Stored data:
Content starts

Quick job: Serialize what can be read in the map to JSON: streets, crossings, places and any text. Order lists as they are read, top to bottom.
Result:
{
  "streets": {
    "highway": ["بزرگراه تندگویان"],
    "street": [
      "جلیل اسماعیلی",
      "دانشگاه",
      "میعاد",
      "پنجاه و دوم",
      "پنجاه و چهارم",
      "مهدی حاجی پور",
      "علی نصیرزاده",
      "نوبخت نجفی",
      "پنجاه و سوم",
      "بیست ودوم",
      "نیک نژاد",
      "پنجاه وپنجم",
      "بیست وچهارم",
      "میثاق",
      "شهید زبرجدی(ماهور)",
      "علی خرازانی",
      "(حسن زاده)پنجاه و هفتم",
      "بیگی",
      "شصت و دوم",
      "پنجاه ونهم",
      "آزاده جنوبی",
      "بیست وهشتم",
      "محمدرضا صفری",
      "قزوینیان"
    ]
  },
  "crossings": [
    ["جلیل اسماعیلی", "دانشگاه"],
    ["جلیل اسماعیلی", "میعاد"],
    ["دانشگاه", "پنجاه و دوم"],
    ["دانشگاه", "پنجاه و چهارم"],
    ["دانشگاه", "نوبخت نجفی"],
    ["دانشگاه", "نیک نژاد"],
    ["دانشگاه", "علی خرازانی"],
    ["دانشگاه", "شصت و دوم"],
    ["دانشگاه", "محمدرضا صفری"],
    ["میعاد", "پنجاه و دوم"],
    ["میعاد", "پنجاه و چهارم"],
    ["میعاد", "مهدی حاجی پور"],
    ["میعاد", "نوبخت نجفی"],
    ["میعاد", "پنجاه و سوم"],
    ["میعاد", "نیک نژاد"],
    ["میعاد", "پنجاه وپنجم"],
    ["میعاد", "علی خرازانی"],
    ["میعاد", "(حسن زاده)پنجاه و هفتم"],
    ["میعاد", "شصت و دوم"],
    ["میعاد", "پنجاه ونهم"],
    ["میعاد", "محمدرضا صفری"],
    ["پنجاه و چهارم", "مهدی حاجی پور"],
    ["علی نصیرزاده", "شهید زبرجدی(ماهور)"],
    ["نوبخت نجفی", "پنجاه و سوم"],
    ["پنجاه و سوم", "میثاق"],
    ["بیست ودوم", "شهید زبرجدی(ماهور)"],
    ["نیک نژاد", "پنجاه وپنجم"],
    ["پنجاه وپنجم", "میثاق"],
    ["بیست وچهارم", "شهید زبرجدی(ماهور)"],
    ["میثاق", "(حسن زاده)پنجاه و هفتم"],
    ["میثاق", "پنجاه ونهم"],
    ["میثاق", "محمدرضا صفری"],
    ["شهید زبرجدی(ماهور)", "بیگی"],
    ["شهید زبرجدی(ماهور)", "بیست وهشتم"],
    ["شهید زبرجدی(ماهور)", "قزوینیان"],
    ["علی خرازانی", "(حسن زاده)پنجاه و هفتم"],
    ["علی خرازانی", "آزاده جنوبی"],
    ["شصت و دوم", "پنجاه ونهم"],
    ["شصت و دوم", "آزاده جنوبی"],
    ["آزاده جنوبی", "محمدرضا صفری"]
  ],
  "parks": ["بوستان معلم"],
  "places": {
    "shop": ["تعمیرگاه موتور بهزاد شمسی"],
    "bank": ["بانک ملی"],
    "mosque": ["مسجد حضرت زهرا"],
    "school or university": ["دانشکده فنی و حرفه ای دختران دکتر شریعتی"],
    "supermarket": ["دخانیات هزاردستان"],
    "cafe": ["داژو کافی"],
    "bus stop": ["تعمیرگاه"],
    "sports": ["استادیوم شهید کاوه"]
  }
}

Content ends

**EXERCISE DESCRIPTION:** Working through the records above, copy each line in which "ودوم" is found.

**EXERCISE OUTPUT:**
      "بیست ودوم",
    ["بیست ودوم", "شهید زبرجدی(ماهور)"],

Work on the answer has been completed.